>>>>

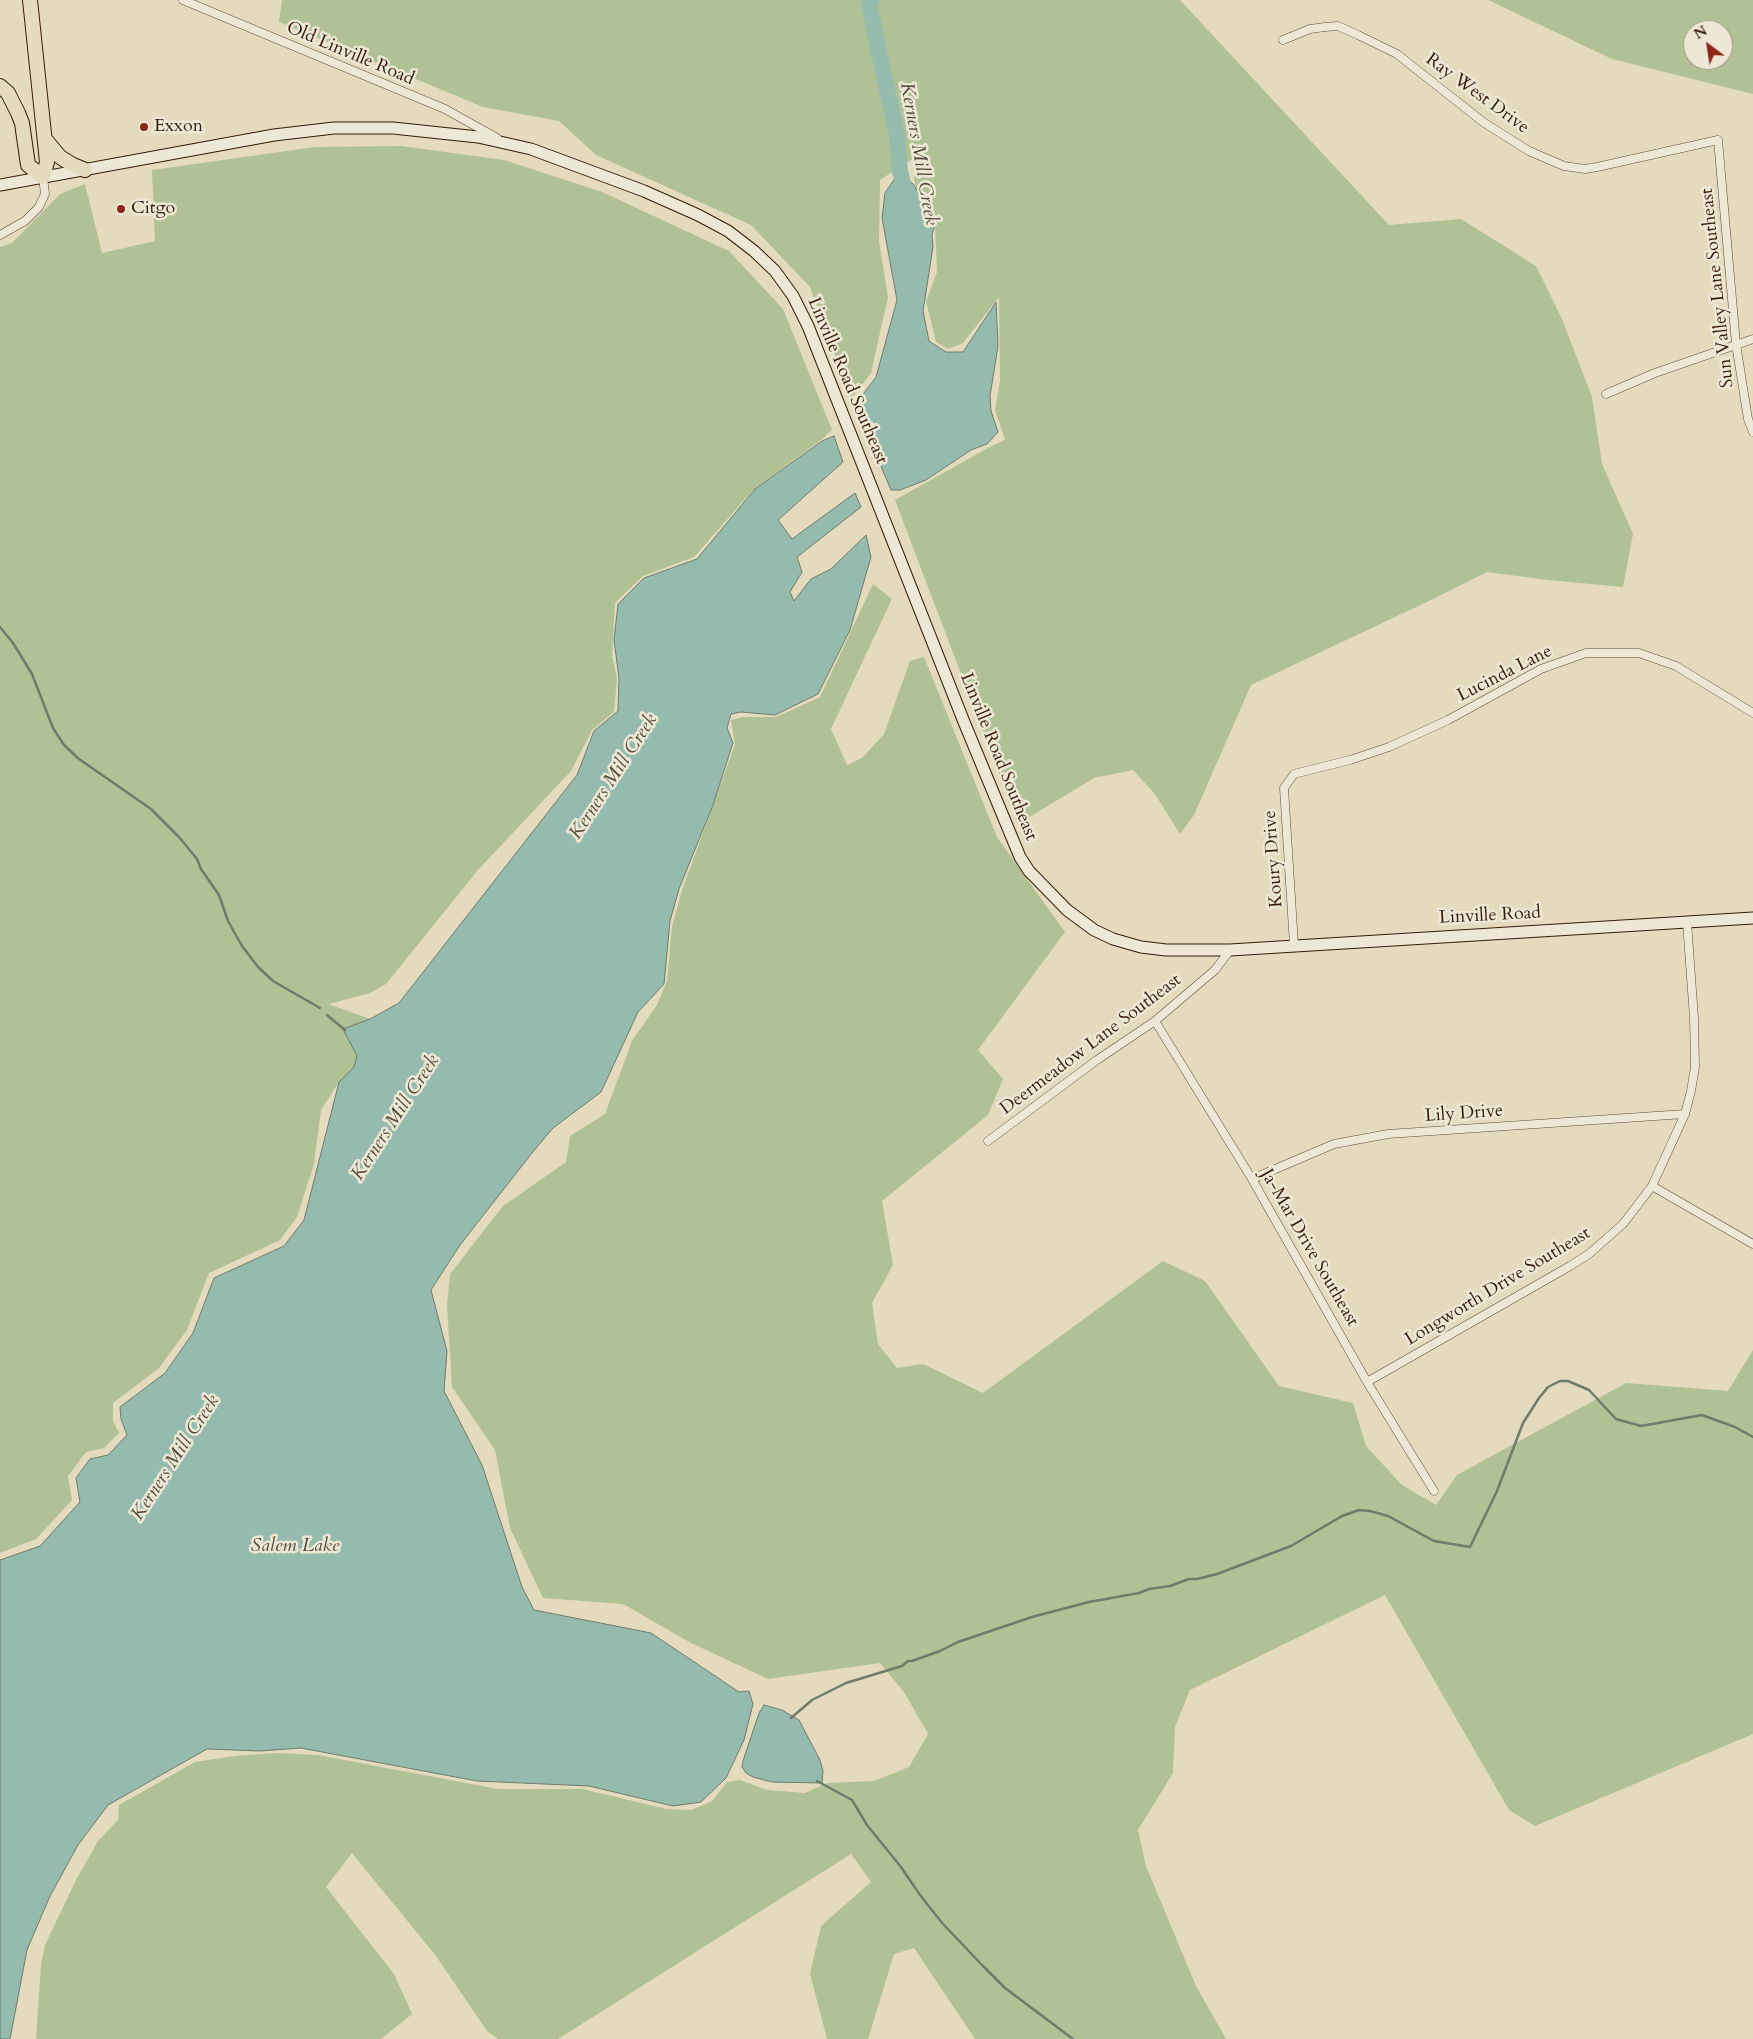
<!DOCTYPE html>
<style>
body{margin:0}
#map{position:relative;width:1753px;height:2039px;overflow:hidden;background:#e4dbbe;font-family:Cardo,serif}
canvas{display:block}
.north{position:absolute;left:1683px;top:20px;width:50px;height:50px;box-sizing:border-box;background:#ede8d5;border:1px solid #a39683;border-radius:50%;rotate:329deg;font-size:14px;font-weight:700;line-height:20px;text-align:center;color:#351b07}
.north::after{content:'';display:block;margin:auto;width:18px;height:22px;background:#8f2418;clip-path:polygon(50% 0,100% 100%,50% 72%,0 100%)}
</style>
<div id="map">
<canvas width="1753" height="2039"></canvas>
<div class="north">N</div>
</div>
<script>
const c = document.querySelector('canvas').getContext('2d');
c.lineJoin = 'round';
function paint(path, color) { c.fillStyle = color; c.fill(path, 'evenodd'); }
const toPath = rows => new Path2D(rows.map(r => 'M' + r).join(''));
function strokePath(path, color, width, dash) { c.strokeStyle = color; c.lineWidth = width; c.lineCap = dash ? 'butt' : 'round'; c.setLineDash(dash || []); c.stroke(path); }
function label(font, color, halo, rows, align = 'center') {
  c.font = font + ' Cardo,serif'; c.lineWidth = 5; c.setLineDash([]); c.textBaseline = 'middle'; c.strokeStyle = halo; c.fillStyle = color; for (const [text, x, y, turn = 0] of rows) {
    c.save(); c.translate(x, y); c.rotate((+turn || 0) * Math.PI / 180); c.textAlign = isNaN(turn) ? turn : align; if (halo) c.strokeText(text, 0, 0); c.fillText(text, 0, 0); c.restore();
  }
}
paint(toPath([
 [282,0,1180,0,1389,225,1461,219,1536,266,1562,319,1592,397,1602,464,1633,534,1623,587,1548,580,1487,572,1431,600,1251,685,1194,815,1180,834,1155,794,1133,770,1094,778,1018,824,895,500,986,449,1005,440,995,410,1000,381,999,297,963,343,948,349,936,342,926,301,937,272,935,225,917,192,914,179,917,156,880,180,879,241,888,297,871,373,851,399,810,287,751,225,596,155,559,121,483,107,279,22],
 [1488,0,1753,0,1753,94,1612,59],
 [1693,30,1723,30,1723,60,1693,60],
 [401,146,504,160,602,192,729,251,783,309,832,430,821,440,754,489,694,557,643,576,615,603,612,655,617,679,614,712,592,730,571,771,478,870,386,984,370,993,329,1004,370,1019,343,1029,357,1056,354,1067,339,1082,321,1110,314,1164,297,1217,280,1240,209,1273,187,1330,159,1368,113,1403,113,1421,119,1433,104,1448,86,1452,68,1476,72,1500,36,1539,0,1553,0,247,12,243,60,194,85,184,102,253,155,241,152,170,315,147],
 [873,584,892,599,831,729,847,765,862,758,884,734,910,661,924,657,997,837,1065,932,978,1050,1003,1079,988,1115,882,1201,893,1265,872,1303,878,1344,897,1368,923,1364,983,1393,1163,1261,1205,1281,1279,1386,1353,1403,1366,1446,1402,1485,1436,1505,1457,1475,1626,1383,1728,1391,1753,1350,1753,1734,1535,1826,1509,1810,1385,1595,1190,1690,1175,1727,1173,1773,1138,1830,1146,1866,1196,1986,1226,2039,975,2039,914,1948,894,1954,868,2039,827,2039,810,1974,821,1926,871,1882,851,1854,558,2039,498,2039,487,2031,436,1956,352,1853,326,1887,394,1974,412,2014,381,2039,36,2039,41,1965,45,1945,76,1880,98,1841,118,1820,119,1805,195,1762,234,1756,278,1753,318,1755,498,1789,583,1789,666,1809,691,1810,712,1801,727,1782,740,1780,767,1790,805,1793,827,1783,874,1781,909,1767,928,1734,904,1692,880,1663,768,1679,691,1643,623,1604,543,1598,510,1528,495,1450,452,1387,447,1305,450,1274,503,1206,566,1162,570,1136,605,1114,632,1041,657,1005,667,981,672,927,682,890,735,745,731,720,743,717,776,717,820,697]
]), '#b0c195');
const water = toPath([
 [900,171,914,185,935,225,932,235,933,247,923,311,929,341,946,352,963,352,996,302,998,346,990,396,991,411,998,432,987,444,971,450,926,480,900,490,891,490,855,405,876,377,897,300,882,218,885,193,900,171],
 [834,436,843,462,778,520,792,539,855,493,861,507,797,557,802,572,790,592,794,601,811,579,831,569,866,535,871,557,850,630,818,694,775,715,741,712,731,714,727,728,733,743,713,805,679,889,670,921,664,984,638,1012,601,1092,553,1128,532,1153,460,1245,431,1290,447,1351,444,1391,482,1465,522,1587,534,1610,651,1633,739,1692,749,1691,753,1704,744,1740,726,1778,701,1802,673,1806,589,1786,477,1781,301,1748,260,1751,207,1749,108,1805,78,1845,50,1896,27,1950,10,2039,0,2039,0,1560,40,1546,80,1502,76,1478,90,1459,108,1455,127,1435,121,1419,120,1407,165,1373,193,1333,214,1278,284,1246,304,1220,339,1082,354,1067,357,1056,343,1029,370,1019,399,1003,577,775,594,731,618,711,619,678,614,640,618,604,644,578,697,559,755,489,822,441,834,436],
 [764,1705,782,1710,799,1720,820,1760,823,1771,822,1783,772,1782,753,1777,746,1773,742,1767,743,1761,759,1713,764,1705]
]);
paint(water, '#95bbae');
strokePath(water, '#6f7b6b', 1);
strokePath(toPath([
 [870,0,870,5],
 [0,627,13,643,32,674,53,728,64,745,79,759,151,809,179,837,197,859,201,869,219,895,228,921,242,946,258,967,273,981,320,1008],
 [327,1015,345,1030],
 [791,1718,812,1700,846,1683,902,1666,908,1661,912,1661,940,1651,958,1642,1032,1617,1089,1602,1139,1593,1149,1589,1170,1586,1189,1579,1197,1579,1217,1574,1291,1546,1342,1516,1359,1510,1370,1511,1388,1516,1434,1541,1470,1547,1497,1491,1523,1423,1539,1398,1548,1387,1560,1381,1568,1381,1589,1390,1616,1419,1641,1426,1702,1415,1735,1427,1753,1437],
 [817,1781,852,1800,867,1825,901,1867,920,1895,943,1924,983,1966,1005,1988,1073,2039]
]), '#6f7b6b', 2.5);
strokePath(toPath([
 [872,0,870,5,875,34,897,135,900,171,905,191]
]), '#95bbae', 16);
const street = toPath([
 [183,0,445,109,497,138],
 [1283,40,1310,29,1325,27,1338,26,1358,35,1397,54,1483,122,1529,151,1564,166,1585,169,1597,167,1718,140,1736,344,1748,419,1753,432],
 [0,235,25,221,39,207,45,194,43,177],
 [1606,394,1655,373,1753,339],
 [1294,945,1284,788,1294,774,1350,760,1389,747,1448,720,1541,669,1586,653,1639,653,1676,666,1753,713],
 [1155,1021,1252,1179,1367,1382,1434,1491],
 [988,1141,1097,1060,1155,1021,1215,970,1230,950],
 [1252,1179,1334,1144,1388,1134,1685,1114],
 [1652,1186,1753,1244],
 [1367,1382,1570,1266,1589,1254,1623,1224,1652,1186,1685,1114,1691,1091,1695,1067,1694,1018,1687,922]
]);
const secondary = toPath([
 [0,185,274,135,334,128,393,128,478,137,531,149,644,191,698,215,728,231,754,251,775,271,793,296,808,326,964,722,1020,857,1029,871,1067,910,1094,930,1113,939,1141,947,1166,950,1230,950,1753,918]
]);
const highway = toPath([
 [0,86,8,93,18,113,22,123,28,165,43,177,47,162,30,0],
 [45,139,60,157,73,165,85,170]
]);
strokePath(street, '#614b35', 9);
strokePath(secondary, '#351b07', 13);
strokePath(highway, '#351b07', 16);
strokePath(street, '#ede8d5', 8);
strokePath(secondary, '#ede8d5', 11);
strokePath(highway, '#e4dbbe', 14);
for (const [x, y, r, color] of [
 [144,127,5,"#8f2418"],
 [121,209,5,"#8f2418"]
]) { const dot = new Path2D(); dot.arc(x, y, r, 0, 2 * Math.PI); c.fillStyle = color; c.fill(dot); strokePath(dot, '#ede8d5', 2); }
label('18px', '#351b07', '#ede8d5', [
 ["Old Linville Road",350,54,23],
 ["Ray West Drive",1477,94,36],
 ["Sun Valley Lane Southeast",1718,288,-96],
 ["Linville Road Southeast",847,381,67],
 ["Lucinda Lane",1505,674,-27],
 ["Linville Road Southeast",998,757,68],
 ["Koury Drive",1274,859,-94],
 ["Linville Road",1490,916,-3],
 ["Deermeadow Lane Southeast",1091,1045,-37],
 ["Lily Drive",1464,1114,-4],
 ["Ja-Mar Drive Southeast",1309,1248,60],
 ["Longworth Drive Southeast",1498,1287,-31]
]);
label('18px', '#351b07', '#ede8d5', [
 ["Exxon",154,127],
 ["Citgo",131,209]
], 'left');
label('italic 19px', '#524b39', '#ede8d5', [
 ["Kerners Mill Creek",918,154,80],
 ["Kerners Mill Creek",614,777,-57],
 ["Kerners Mill Creek",396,1118,-57],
 ["Kerners Mill Creek",176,1458,-57],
 ["Salem Lake",295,1547]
]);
</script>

<<<<

(Work request):
Wherever a line contains the string "canvas", copy that line from the data.

(Written solution):
canvas{display:block}
<canvas width="1753" height="2039"></canvas>
const c = document.querySelector('canvas').getContext('2d');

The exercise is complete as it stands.